The town of Hamlet has $3$ people for each horse, $4$ sheep for each cow, and $3$ ducks for each person. Which of the following could not po

you just plug in h=1,10, c=1,10

and sort them

I guess what I'd do is solve 13h+5c = (41,47,59,61,66)

and remember that h and c have to be non-negative integers

\(13h+5c = 41\\ c(h) = \dfrac{41-13h}{5}\\ c(2) = 3\\ \text{so 41 is a legit choice}\)

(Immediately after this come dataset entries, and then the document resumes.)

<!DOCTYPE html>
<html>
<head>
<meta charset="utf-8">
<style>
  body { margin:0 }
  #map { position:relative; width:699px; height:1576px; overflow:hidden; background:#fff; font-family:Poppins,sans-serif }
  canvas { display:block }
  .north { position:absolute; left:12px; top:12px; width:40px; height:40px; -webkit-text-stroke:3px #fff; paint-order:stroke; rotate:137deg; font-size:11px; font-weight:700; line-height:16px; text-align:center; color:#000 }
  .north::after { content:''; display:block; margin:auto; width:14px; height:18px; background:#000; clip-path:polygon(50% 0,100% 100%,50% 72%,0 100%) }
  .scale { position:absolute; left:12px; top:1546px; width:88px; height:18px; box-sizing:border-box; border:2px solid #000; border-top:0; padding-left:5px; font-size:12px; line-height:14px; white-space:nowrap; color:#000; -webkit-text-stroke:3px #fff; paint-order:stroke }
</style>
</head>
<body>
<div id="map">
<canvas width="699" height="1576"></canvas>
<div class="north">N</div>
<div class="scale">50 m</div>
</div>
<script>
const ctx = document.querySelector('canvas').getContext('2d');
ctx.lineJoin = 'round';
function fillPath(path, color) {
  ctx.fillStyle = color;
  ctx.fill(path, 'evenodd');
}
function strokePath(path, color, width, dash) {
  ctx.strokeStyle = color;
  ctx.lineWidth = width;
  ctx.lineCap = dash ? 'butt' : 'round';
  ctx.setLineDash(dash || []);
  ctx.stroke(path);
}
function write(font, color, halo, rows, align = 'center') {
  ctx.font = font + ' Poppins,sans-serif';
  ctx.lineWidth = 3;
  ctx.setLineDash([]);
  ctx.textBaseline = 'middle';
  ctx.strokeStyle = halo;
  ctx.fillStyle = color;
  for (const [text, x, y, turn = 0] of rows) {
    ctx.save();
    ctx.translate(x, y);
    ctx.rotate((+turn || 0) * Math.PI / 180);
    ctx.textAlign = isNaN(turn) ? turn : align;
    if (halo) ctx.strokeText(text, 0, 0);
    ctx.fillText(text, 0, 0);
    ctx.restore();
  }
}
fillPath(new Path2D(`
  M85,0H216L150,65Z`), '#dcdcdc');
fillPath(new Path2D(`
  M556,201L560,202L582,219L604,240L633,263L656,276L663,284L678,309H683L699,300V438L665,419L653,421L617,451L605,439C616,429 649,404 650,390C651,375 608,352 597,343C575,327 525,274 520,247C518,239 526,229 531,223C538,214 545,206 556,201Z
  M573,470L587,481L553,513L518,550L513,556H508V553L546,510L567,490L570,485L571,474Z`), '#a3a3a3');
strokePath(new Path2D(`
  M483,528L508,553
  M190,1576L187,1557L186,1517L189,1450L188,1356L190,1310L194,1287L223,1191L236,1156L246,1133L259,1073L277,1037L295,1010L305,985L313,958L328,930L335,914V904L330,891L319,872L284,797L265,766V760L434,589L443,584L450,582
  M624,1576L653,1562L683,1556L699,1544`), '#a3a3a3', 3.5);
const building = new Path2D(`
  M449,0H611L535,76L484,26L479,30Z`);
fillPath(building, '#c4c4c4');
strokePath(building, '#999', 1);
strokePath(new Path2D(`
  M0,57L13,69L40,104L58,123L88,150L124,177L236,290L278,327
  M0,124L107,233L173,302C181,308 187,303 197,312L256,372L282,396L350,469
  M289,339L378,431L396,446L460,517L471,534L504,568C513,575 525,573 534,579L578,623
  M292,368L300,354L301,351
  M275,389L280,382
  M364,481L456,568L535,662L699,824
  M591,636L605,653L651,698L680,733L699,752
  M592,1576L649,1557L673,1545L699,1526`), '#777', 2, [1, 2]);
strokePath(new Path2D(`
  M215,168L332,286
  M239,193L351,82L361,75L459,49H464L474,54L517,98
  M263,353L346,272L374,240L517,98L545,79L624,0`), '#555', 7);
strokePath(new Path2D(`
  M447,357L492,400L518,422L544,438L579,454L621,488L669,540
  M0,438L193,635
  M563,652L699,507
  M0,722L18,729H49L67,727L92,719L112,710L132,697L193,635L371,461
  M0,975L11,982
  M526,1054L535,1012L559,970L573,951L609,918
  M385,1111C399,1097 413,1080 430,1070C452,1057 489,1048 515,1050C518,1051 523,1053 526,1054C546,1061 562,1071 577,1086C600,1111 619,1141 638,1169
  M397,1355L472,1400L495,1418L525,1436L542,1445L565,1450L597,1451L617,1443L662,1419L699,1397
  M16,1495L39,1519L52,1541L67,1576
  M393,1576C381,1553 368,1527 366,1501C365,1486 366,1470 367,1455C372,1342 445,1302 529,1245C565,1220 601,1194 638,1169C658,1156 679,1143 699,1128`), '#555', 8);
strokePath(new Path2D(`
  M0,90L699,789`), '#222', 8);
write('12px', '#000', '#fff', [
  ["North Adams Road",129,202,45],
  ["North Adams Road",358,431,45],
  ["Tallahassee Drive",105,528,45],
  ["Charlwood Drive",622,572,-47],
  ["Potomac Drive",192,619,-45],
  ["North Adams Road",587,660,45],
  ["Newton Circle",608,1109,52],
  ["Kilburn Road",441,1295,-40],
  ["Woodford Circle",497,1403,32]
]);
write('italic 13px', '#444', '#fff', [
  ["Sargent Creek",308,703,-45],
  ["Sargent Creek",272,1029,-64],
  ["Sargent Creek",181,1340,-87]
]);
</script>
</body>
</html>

\(13h+5c=47\\ c(h)=\dfrac{47-13h}{5}\\ \text{there are no integer solutions to this equation}\\ \text{so this must the the non legit total}\)

checking for thoroughness

\(13\cdot 3 + 5\cdot 4 = 59\)

\(13\cdot 2 + 5 \cdot 7 = 61\)

\(13 \cdot 2 + 5 \cdot 8 = 66\)

The town of Hamlet has  3 people for each horse, 4 sheep for each cow, and  3 ducks for each person. Which of the following could not possibly be the total number of people, horses, sheep, cows, and ducks in Hamlet?

Answer Choices:

A. 41

B. 47

C. 59

D. 61

E. 66

1Horse, 3People, 9ducks = some multiple of 13

1Cow, 4 sheep = some multiple of 5

So just like Rom said the answer will be such some multiple of     13H+5C

Now the multiples of 13 are   0, 13, 26, 39, 42, 55, 68 and 68 is bigger than any choice so I do not need to go further

5C will end in 0 or 5 so I can add  0 or 5 to the last digit of the multiples of 13 above

41=26+15

47= ???  to get an answer of 47 the multiple of 13 would have to end in 7 or 2 and none do so it is not a possible answer.